* **TASK**
Go through the entries below from the first line and transcribe each one exactly, ending with the line that contains "height:280px; padding:20px 40px".

* **INFORMATION GIVEN**
◆ ◆ ◆

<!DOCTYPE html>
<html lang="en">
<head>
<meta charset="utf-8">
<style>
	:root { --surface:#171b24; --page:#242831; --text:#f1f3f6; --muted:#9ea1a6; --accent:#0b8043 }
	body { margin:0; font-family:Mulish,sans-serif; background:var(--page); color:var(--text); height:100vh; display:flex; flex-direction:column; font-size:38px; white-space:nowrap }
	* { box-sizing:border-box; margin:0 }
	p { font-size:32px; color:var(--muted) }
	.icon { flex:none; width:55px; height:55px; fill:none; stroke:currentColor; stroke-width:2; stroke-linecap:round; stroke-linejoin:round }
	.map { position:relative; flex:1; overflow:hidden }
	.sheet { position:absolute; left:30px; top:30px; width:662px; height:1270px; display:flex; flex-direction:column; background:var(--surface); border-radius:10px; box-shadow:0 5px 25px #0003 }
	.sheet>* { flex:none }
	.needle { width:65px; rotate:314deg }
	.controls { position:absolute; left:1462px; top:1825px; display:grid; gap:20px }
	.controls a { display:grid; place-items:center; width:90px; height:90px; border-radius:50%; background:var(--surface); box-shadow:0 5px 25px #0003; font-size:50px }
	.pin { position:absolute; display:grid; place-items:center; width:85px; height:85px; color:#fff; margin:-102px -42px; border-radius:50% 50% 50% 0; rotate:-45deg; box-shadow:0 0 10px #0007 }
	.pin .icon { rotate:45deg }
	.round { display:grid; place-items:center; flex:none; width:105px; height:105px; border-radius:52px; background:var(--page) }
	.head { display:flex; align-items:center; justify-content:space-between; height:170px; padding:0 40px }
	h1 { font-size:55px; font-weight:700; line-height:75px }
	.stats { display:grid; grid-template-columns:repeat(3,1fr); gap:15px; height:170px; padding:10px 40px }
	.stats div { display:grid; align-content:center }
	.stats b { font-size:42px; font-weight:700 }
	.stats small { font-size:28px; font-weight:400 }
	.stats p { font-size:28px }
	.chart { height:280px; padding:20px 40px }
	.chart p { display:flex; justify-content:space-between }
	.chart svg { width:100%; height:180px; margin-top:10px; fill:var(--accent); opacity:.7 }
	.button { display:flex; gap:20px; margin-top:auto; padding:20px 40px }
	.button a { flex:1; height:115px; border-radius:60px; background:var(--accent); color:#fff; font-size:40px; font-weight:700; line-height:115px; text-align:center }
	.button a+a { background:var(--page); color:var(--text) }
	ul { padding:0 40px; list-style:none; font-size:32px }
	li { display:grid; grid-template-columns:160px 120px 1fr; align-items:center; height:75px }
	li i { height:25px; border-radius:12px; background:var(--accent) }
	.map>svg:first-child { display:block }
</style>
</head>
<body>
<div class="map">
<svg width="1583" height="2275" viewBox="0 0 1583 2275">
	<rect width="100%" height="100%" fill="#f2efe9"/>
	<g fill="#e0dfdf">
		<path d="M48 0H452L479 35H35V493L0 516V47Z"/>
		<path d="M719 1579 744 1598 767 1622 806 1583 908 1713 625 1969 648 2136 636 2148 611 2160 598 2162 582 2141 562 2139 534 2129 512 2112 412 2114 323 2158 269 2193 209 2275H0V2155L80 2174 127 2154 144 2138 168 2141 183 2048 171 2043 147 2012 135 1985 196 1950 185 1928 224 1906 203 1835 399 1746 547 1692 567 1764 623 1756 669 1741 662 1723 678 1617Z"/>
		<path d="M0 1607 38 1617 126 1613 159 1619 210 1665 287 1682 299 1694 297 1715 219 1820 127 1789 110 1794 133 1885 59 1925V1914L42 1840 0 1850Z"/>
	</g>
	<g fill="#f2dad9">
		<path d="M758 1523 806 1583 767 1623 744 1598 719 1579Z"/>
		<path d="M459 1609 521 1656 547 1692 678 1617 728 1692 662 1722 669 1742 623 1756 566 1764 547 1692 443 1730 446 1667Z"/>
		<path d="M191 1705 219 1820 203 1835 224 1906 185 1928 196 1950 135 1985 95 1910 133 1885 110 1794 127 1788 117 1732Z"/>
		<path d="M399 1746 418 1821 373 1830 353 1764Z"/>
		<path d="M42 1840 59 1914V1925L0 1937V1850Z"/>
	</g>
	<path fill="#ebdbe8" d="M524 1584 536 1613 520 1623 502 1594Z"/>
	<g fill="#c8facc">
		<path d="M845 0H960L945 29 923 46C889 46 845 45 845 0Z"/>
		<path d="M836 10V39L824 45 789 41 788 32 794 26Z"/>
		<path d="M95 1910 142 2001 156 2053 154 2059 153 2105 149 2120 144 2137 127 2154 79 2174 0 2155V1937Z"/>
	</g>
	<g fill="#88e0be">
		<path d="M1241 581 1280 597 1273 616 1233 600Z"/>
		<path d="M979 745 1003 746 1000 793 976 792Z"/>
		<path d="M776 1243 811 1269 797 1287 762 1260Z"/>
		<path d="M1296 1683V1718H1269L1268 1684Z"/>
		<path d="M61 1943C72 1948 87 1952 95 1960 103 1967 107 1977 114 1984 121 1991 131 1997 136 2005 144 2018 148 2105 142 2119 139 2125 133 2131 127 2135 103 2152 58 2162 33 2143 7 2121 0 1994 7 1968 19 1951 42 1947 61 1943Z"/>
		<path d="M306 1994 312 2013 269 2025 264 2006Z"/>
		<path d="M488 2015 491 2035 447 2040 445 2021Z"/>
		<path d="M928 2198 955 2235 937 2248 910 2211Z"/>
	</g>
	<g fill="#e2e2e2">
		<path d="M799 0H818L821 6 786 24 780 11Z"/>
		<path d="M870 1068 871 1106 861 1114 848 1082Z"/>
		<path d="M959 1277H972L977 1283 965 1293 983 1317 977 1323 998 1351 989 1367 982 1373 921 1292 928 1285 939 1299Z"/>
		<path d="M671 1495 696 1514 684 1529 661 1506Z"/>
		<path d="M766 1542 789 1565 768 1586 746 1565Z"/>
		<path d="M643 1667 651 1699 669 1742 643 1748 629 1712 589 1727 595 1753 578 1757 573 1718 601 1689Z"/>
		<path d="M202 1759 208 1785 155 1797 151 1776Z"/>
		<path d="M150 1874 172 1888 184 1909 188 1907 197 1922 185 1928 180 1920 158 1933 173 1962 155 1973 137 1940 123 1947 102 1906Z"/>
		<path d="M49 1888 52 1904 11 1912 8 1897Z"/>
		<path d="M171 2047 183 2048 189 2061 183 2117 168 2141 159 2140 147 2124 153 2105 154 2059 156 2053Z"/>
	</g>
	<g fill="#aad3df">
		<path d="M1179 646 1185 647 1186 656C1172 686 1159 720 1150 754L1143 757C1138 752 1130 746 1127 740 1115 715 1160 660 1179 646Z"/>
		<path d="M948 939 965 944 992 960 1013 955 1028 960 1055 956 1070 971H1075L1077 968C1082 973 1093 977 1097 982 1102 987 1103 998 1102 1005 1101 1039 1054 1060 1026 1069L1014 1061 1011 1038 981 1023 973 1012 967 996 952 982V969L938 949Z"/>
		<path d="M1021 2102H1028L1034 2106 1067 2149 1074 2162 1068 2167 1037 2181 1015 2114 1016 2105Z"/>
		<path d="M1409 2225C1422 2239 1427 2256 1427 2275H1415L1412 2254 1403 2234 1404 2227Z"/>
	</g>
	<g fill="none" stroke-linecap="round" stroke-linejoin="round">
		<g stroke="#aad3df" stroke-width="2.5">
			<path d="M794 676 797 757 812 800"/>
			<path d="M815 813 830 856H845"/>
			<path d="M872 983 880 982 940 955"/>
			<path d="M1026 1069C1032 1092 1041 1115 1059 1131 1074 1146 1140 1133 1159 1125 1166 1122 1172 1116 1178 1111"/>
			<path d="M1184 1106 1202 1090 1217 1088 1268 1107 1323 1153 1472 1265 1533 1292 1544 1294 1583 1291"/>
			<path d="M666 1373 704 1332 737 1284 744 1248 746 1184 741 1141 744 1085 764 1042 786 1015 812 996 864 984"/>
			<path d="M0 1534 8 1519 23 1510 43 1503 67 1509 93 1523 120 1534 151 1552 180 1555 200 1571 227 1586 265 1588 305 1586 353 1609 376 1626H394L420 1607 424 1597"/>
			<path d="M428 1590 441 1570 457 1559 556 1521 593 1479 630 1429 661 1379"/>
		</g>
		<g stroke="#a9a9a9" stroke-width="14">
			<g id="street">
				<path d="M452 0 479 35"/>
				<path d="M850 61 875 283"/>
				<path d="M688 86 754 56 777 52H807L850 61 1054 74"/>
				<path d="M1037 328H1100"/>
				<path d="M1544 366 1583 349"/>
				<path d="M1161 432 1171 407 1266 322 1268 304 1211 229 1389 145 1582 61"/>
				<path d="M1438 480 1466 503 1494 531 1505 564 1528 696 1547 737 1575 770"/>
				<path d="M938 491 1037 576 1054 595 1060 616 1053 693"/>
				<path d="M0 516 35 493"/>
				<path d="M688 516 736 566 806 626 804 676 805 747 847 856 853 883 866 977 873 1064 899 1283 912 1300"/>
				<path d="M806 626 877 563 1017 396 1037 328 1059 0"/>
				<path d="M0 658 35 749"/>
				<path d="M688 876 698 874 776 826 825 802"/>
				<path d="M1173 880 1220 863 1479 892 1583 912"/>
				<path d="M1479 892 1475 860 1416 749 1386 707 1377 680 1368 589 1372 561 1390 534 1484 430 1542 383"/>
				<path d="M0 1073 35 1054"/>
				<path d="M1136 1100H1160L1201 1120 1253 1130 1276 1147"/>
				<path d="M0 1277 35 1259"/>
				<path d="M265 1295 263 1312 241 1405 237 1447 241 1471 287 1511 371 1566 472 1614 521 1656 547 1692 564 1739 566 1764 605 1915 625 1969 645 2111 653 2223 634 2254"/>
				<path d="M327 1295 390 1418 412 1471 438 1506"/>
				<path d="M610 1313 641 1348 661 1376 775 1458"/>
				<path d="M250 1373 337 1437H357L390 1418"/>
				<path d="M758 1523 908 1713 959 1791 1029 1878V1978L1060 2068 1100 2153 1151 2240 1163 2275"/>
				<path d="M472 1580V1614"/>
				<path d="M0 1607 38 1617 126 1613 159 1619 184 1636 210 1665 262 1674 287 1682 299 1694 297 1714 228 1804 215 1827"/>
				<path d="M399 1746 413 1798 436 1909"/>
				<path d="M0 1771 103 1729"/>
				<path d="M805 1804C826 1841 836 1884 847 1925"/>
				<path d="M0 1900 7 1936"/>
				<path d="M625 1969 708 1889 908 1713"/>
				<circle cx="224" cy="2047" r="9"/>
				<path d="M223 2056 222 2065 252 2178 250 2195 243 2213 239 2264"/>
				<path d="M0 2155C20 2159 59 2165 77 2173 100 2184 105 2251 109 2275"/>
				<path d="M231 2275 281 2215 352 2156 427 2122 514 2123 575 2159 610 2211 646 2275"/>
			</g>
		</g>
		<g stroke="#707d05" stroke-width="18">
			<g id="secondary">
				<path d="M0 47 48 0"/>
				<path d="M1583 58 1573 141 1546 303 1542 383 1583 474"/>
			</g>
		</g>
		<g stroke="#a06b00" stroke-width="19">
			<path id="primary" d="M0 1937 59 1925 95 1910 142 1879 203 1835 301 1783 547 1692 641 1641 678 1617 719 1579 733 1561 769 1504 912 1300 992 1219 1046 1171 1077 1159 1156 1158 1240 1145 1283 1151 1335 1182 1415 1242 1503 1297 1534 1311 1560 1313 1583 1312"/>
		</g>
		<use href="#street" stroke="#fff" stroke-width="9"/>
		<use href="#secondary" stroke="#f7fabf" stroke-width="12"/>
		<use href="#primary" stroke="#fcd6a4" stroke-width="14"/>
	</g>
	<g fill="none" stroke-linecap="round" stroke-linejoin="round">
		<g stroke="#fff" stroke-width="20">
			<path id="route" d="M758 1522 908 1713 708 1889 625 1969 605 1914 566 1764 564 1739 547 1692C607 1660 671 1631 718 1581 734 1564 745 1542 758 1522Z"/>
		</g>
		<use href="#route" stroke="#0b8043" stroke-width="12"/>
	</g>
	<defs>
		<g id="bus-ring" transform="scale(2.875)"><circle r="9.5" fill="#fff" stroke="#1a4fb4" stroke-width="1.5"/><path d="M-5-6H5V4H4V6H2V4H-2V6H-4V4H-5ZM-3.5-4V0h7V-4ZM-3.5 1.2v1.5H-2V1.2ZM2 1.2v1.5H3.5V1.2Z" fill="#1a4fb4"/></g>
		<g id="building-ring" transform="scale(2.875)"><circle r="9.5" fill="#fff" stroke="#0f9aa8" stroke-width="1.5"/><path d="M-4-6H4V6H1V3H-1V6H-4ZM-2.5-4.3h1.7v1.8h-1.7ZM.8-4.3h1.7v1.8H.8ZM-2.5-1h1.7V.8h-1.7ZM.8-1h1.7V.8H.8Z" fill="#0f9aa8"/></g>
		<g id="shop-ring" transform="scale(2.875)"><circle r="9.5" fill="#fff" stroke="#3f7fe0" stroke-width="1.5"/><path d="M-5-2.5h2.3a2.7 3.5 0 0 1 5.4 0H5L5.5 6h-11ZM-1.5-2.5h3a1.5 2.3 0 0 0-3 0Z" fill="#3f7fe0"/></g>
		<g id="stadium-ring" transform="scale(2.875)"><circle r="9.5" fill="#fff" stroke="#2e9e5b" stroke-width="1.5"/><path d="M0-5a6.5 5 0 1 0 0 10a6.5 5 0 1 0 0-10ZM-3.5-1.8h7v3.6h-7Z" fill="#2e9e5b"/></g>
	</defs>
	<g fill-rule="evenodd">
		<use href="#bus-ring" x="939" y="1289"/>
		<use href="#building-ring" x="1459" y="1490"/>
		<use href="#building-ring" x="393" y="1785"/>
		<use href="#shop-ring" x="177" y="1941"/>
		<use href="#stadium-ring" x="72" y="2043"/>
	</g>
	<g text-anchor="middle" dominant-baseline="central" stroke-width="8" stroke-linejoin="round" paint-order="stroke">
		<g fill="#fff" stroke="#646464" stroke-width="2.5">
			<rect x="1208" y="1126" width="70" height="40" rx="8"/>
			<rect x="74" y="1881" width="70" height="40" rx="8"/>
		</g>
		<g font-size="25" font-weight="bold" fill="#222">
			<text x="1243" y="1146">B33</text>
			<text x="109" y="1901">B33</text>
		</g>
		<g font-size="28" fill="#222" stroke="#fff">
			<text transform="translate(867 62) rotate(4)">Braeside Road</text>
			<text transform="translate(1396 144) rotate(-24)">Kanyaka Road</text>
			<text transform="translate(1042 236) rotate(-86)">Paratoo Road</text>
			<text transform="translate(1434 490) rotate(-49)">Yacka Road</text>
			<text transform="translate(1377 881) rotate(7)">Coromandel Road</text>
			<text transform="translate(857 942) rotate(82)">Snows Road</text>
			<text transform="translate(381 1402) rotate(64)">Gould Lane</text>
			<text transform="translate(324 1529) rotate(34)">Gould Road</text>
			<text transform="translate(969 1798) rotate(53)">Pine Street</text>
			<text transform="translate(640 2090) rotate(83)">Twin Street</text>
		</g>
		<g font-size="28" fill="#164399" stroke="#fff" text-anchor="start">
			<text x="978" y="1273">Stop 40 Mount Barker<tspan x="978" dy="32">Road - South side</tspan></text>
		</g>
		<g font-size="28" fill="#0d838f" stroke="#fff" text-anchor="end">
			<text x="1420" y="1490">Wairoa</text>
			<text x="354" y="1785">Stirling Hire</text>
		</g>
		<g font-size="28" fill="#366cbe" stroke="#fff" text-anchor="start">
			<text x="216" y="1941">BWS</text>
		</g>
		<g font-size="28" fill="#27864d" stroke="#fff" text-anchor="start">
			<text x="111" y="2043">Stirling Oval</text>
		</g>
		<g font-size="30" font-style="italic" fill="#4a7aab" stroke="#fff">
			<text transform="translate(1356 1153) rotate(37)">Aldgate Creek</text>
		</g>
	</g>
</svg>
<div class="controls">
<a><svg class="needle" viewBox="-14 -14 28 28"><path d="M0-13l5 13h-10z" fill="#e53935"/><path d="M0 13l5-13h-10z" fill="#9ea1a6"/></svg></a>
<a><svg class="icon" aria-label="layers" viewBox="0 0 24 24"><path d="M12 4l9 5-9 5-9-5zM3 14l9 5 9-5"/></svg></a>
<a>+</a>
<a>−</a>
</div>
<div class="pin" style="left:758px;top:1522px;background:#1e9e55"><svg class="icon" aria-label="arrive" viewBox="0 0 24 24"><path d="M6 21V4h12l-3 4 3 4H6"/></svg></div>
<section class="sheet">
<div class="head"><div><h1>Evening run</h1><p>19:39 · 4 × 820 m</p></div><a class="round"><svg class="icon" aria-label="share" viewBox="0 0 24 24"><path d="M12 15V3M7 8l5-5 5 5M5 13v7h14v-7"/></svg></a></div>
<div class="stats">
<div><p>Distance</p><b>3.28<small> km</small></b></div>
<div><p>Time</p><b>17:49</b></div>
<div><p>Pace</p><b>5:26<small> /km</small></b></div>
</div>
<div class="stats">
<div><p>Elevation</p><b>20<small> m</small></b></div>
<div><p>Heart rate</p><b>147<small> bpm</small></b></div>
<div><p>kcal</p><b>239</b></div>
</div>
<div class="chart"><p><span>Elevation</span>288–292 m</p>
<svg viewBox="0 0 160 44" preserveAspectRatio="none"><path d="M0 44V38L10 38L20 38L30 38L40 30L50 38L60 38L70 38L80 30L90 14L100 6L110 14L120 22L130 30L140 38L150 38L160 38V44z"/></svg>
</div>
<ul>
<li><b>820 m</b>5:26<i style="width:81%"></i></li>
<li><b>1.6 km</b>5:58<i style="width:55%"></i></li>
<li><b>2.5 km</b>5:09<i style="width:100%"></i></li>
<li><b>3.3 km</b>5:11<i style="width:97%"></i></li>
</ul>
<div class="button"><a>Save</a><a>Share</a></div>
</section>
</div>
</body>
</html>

◆ ◆ ◆

* **RESULT OF THE TASK**
<!DOCTYPE html>
<html lang="en">
<head>
<meta charset="utf-8">
<style>
	:root { --surface:#171b24; --page:#242831; --text:#f1f3f6; --muted:#9ea1a6; --accent:#0b8043 }
	body { margin:0; font-family:Mulish,sans-serif; background:var(--page); color:var(--text); height:100vh; display:flex; flex-direction:column; font-size:38px; white-space:nowrap }
	* { box-sizing:border-box; margin:0 }
	p { font-size:32px; color:var(--muted) }
	.icon { flex:none; width:55px; height:55px; fill:none; stroke:currentColor; stroke-width:2; stroke-linecap:round; stroke-linejoin:round }
	.map { position:relative; flex:1; overflow:hidden }
	.sheet { position:absolute; left:30px; top:30px; width:662px; height:1270px; display:flex; flex-direction:column; background:var(--surface); border-radius:10px; box-shadow:0 5px 25px #0003 }
	.sheet>* { flex:none }
	.needle { width:65px; rotate:314deg }
	.controls { position:absolute; left:1462px; top:1825px; display:grid; gap:20px }
	.controls a { display:grid; place-items:center; width:90px; height:90px; border-radius:50%; background:var(--surface); box-shadow:0 5px 25px #0003; font-size:50px }
	.pin { position:absolute; display:grid; place-items:center; width:85px; height:85px; color:#fff; margin:-102px -42px; border-radius:50% 50% 50% 0; rotate:-45deg; box-shadow:0 0 10px #0007 }
	.pin .icon { rotate:45deg }
	.round { display:grid; place-items:center; flex:none; width:105px; height:105px; border-radius:52px; background:var(--page) }
	.head { display:flex; align-items:center; justify-content:space-between; height:170px; padding:0 40px }
	h1 { font-size:55px; font-weight:700; line-height:75px }
	.stats { display:grid; grid-template-columns:repeat(3,1fr); gap:15px; height:170px; padding:10px 40px }
	.stats div { display:grid; align-content:center }
	.stats b { font-size:42px; font-weight:700 }
	.stats small { font-size:28px; font-weight:400 }
	.stats p { font-size:28px }
	.chart { height:280px; padding:20px 40px }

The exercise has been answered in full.